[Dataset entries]
<<<<

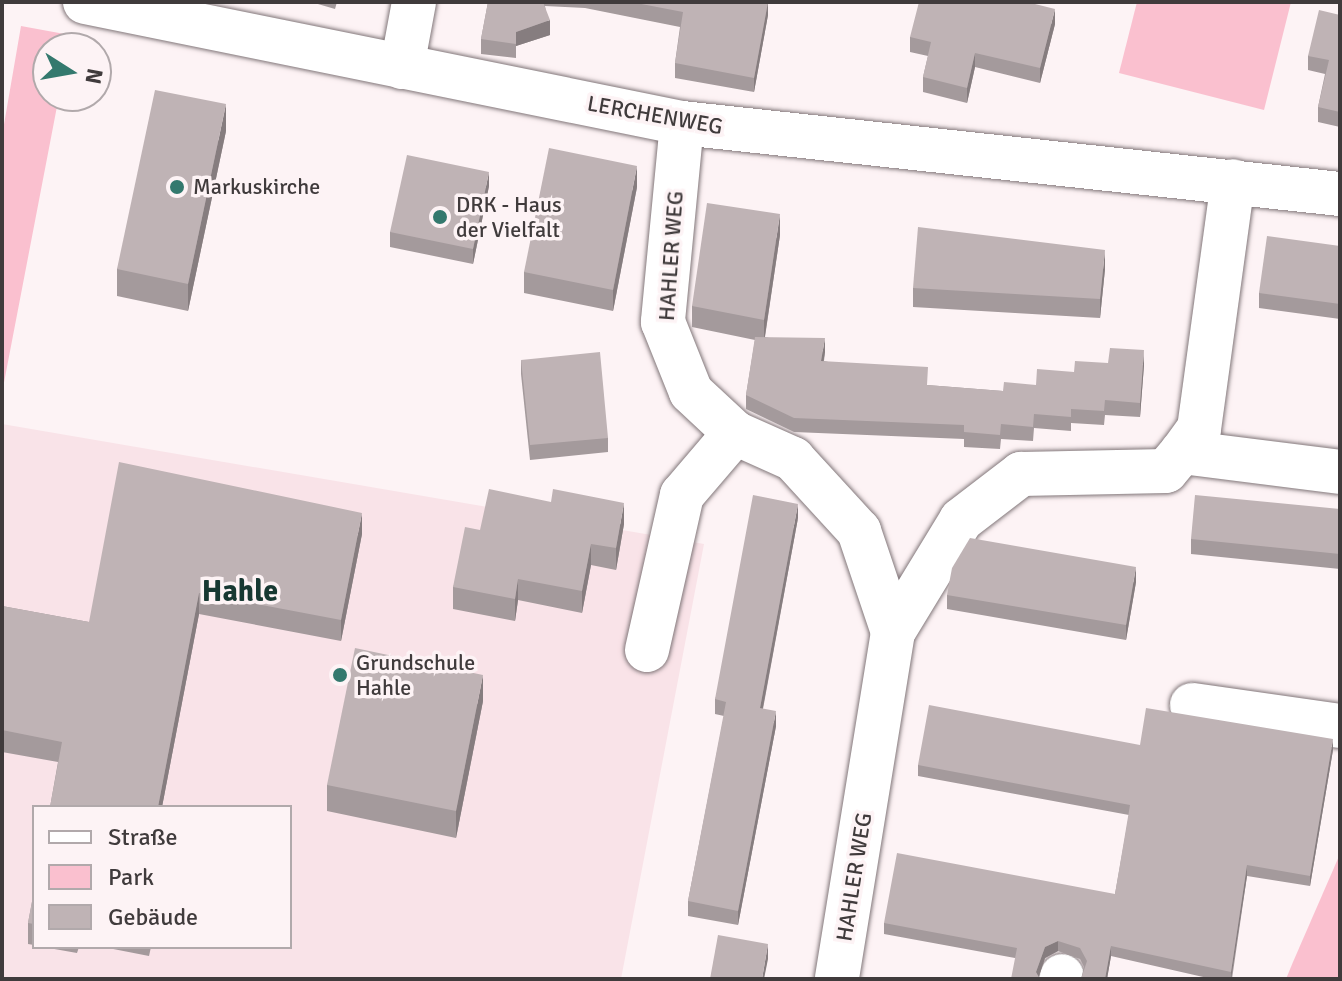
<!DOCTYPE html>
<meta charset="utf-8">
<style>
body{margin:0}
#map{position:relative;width:1342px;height:981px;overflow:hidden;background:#fdf3f5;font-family:Signika,sans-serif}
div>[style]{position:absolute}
.built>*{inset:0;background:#f9e3e8}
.green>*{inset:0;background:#fac0cf}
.roads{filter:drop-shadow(0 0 2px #82777a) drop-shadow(0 0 2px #82777a)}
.minor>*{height:44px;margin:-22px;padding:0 22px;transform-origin:22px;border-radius:22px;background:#fff}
.wall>*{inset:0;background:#a49a9c}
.shaded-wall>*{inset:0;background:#867d7f}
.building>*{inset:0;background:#bfb3b5}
.dots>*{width:22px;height:22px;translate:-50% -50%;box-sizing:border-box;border:4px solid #fdf3f5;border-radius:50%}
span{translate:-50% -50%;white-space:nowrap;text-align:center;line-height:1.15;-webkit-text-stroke:7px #fdf3f5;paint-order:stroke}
.street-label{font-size:22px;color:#403b3c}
.poi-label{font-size:22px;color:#403b3c}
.left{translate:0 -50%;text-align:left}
.district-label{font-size:30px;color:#173832;font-weight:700}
.frame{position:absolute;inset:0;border:4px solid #403b3c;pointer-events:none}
.legend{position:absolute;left:32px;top:805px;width:260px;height:144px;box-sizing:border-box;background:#fdf3f5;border:2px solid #b1a9ab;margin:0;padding:10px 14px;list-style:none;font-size:24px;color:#403b3c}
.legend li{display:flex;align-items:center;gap:16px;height:40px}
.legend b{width:40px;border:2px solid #b1a9ab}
.north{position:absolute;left:32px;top:32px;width:80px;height:80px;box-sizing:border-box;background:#fdf3f5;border:2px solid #b1a9ab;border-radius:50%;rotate:101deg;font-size:22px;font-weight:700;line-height:32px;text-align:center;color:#403b3c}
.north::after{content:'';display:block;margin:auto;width:28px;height:36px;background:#34796e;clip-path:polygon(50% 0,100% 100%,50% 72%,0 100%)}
</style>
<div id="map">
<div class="built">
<div style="clip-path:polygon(evenodd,2px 424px,704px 544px,621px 979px,2px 979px,2px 424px,34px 807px,290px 807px,290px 947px,34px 947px,34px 807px)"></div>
</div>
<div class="green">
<div style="clip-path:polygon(1137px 2px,1291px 2px,1264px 110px,1119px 73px)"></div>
<div style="clip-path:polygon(21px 26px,70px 35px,68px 48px,48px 48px,48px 96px,59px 96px,2px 393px,2px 136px)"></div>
<div style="clip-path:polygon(1340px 854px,1340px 979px,1286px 979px,1293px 962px)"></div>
</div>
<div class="roads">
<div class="minor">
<div style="left:85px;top:2px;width:609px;rotate:11.46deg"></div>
<div style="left:682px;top:123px;width:662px;rotate:6.16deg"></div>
<div style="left:402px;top:67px;width:66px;rotate:-79.5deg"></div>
<div style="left:682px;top:123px;width:200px;rotate:95.5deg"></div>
<div style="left:663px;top:322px;width:75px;rotate:68.2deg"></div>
<div style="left:691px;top:392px;width:60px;rotate:43deg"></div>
<div style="left:735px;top:433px;width:64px;rotate:24.1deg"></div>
<div style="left:793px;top:459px;width:98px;rotate:47.5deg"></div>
<div style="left:859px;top:531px;width:107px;rotate:71.4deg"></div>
<div style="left:893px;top:632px;width:351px;rotate:99.2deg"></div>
<div style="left:1182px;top:452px;width:159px;rotate:7.2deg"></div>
<div style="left:893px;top:632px;width:131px;rotate:-58.7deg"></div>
<div style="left:961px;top:520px;width:76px;rotate:-37.5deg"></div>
<div style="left:1021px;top:474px;width:145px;rotate:-1.2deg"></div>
<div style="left:1166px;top:471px;width:25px;rotate:-50deg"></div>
<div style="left:1182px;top:452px;width:29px;rotate:-54deg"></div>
<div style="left:1199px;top:429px;width:250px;rotate:-82.2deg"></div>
<div style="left:647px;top:650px;width:159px;rotate:-77.3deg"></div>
<div style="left:682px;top:495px;width:82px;rotate:-49.5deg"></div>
<div style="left:1192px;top:705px;width:149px;rotate:8.1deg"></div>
<div style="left:1061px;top:979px;width:3px;rotate:-72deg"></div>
</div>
</div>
<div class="wall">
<div style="clip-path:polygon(311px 2px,337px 2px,335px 9px)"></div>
<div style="clip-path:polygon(488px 2px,768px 2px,768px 15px,754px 92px,675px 78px,675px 63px,680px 27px,585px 8px,545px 6px,550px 35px,516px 46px,516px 58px,481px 54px,481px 39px)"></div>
<div style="clip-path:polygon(1340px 15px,1340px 127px,1318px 122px,1318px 107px,1325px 74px,1308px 70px,1308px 56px)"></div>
<div style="clip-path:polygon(1055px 24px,1040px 83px,975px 67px,967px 103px,923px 92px,923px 77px,928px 56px,910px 52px,910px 37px)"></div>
<div style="clip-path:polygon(226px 131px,188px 311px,117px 296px,117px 269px)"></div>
<div style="clip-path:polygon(489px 186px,473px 264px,390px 247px,390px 232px)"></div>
<div style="clip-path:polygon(637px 187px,613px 311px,524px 293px,524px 272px)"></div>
<div style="clip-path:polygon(780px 235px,765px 337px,825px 352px,824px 361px,927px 385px,1003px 391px,1036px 385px,1074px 372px,1144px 365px,1140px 417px,1105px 415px,1104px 425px,1071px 423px,1071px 431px,1034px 428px,1033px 441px,1001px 439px,1000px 449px,964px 447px,964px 439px,794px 432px,746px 409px,746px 395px,755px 340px,692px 327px,692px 306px)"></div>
<div style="clip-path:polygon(1340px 246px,1340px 319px,1259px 308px,1259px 293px)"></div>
<div style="clip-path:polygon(1105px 269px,1100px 318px,913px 307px,913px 288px)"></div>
<div style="clip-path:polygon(521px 360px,608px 438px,608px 452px,530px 460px,521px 374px)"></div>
<div style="clip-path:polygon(1340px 509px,1340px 569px,1191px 554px,1191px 539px)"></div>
<div style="clip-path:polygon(798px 518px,763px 709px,776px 726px,738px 925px,688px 916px,688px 901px,724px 716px,715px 714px,715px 699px)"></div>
<div style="clip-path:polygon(624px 524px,616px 570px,591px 565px,582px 613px,518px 600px,515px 621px,453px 609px,453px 587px,480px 530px)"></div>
<div style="clip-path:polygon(362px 534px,341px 641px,199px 614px,162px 807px,50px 807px,58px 762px,2px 752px,2px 606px,89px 622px)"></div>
<div style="clip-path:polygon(1136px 582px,1126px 640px,947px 609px,947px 595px)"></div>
<div style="clip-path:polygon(483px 701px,456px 838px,327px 811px,327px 785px)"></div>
<div style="clip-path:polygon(1140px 745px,1333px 750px,1310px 886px,1247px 876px,1232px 979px,1212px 979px,1111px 956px,1107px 979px,1081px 979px,1084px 967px,1080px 959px,1058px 951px,1045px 958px,1039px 977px,1015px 958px,884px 934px,884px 923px,1115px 894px,1129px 815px,918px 776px,918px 765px)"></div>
<div style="clip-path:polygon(34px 891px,34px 945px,28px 944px,28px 923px)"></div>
<div style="clip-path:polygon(43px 947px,79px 947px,77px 953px)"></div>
<div style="clip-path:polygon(103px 947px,151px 947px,149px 956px)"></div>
</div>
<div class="shaded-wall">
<div style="clip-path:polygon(768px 2px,768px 15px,754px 92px,754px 78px)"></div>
<div style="clip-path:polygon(1055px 9px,1055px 24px,1040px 83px,1040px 68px)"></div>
<div style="clip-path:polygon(550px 20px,550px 35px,516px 46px,516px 58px,516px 32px)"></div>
<div style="clip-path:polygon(975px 53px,975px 67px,967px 103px,967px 88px)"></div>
<div style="clip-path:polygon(226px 104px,226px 131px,188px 311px,188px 284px)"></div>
<div style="clip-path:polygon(637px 166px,637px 187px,613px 311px,613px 290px)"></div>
<div style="clip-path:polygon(489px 172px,489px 186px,473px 264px,473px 249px)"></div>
<div style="clip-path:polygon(780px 214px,780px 235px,764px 342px,764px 320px)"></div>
<div style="clip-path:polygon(1105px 250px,1105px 269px,1100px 318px,1100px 299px)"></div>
<div style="clip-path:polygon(825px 338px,825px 352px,821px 375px,821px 361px)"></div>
<div style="clip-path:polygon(1144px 350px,1144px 365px,1140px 417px,1140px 403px)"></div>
<div style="clip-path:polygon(624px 503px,624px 524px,616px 570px,616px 548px)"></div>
<div style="clip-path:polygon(798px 504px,798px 518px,760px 723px,760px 708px)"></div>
<div style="clip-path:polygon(362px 513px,362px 534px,341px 641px,341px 620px)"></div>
<div style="clip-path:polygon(591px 544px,591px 565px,582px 613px,582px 591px)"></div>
<div style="clip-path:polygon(1136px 567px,1136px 582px,1126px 640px,1126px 625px)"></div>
<div style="clip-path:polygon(518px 579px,518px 600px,515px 621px,515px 599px)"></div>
<div style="clip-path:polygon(199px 593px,199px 614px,162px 807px,158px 807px)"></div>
<div style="clip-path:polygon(483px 675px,483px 701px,456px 838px,456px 811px)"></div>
<div style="clip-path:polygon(776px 711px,776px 726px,738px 925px,738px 911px)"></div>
<div style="clip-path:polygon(1333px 739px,1333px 750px,1310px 886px,1310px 876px)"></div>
<div style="clip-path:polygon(1247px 865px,1247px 876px,1231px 979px,1231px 972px)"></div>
<div style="clip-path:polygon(1058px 941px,1058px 951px,1045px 958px,1038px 979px,1036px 972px,1045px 947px)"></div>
<div style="clip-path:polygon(768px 944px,768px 959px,764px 979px,762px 979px)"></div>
<div style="clip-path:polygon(1111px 946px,1111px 956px,1107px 979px,1105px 979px)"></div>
</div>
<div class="building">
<div style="clip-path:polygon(488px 2px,543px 2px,550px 20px,516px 32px,516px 44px,481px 39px)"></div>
<div style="clip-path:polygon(631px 2px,768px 2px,754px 78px,675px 63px,683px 12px)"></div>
<div style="clip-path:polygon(919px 2px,1027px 2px,1055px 9px,1040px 68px,975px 53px,967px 88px,923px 77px,931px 42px,910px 37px)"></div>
<div style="clip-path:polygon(1319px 10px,1340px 15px,1340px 112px,1318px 107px,1329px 60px,1308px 56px)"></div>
<div style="clip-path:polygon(155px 90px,226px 104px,188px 284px,117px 269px)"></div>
<div style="clip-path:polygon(549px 148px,637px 166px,613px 290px,524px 272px)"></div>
<div style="clip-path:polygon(407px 155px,489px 172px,473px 249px,390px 232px)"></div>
<div style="clip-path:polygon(707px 203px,780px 214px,764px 320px,692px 306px)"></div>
<div style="clip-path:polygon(918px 227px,1105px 250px,1100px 299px,913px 288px)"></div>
<div style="clip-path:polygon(1267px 236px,1340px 246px,1340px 304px,1259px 293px)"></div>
<div style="clip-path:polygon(755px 337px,825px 338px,821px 361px,928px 367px,927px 385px,1003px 391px,1004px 382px,1036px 385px,1037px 369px,1074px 372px,1075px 361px,1108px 363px,1110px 348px,1144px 350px,1140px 403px,1105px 400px,1104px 411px,1071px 409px,1071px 417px,1034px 414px,1033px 427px,1001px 424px,1000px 435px,964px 432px,964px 425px,794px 418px,746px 395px)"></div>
<div style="clip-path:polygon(600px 352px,608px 438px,530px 445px,521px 360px)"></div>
<div style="clip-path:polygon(119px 462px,362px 513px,341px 620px,199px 593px,158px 807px,50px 807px,62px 742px,2px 730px,2px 606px,89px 622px)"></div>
<div style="clip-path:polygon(489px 489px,551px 502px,553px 489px,624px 503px,616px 548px,591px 544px,582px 591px,518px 579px,515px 599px,453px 587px,465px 527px,480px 530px)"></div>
<div style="clip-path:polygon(753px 495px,798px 504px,760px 708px,776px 711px,738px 911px,688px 901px,726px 702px,715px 699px)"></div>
<div style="clip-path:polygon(1195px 495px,1340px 509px,1340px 554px,1191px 539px)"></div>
<div style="clip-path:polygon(970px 538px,1136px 567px,1126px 625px,947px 595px,952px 568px)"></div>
<div style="clip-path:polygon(355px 648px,483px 675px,456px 811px,327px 785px)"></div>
<div style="clip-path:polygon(929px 705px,1140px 745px,1146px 708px,1333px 739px,1310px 876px,1247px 865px,1231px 972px,1111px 946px,1105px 979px,1081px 979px,1087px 961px,1080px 948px,1058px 941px,1045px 947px,1036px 972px,1040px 979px,1011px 979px,1017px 948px,884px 923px,897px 853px,1115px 894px,1130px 805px,918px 765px)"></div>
<div style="clip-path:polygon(34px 891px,34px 924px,28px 923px)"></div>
<div style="clip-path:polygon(718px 935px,768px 944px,762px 979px,710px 979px)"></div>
</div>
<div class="dots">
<div style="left:177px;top:187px;background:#34796e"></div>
<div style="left:440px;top:217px;background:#34796e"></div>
<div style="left:340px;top:675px;background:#34796e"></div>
</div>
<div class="street-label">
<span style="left:655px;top:115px;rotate:10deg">LERCHENWEG</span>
<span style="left:671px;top:256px;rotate:-86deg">HAHLER WEG</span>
<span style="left:854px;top:877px;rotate:-81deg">HAHLER WEG</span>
</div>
<div class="poi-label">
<span class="left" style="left:193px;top:187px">Markuskirche</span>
<span class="left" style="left:456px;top:217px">DRK - Haus<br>der Vielfalt</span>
<span class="left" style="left:356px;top:675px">Grundschule<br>Hahle</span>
</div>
<div class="district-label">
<span style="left:240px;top:592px">Hahle</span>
</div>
<div class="frame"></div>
<ul class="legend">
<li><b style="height:10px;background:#fff"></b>Straße</li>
<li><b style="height:22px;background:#fac0cf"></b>Park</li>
<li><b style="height:22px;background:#bfb3b5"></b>Gebäude</li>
</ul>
<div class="north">N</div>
</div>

>>>>

HOW TO COMPLETE THIS TASK = If a line in the records holds the string "roads", copy it.

EXERCISE RESULT =
.roads{filter:drop-shadow(0 0 2px #82777a) drop-shadow(0 0 2px #82777a)}
<div class="roads">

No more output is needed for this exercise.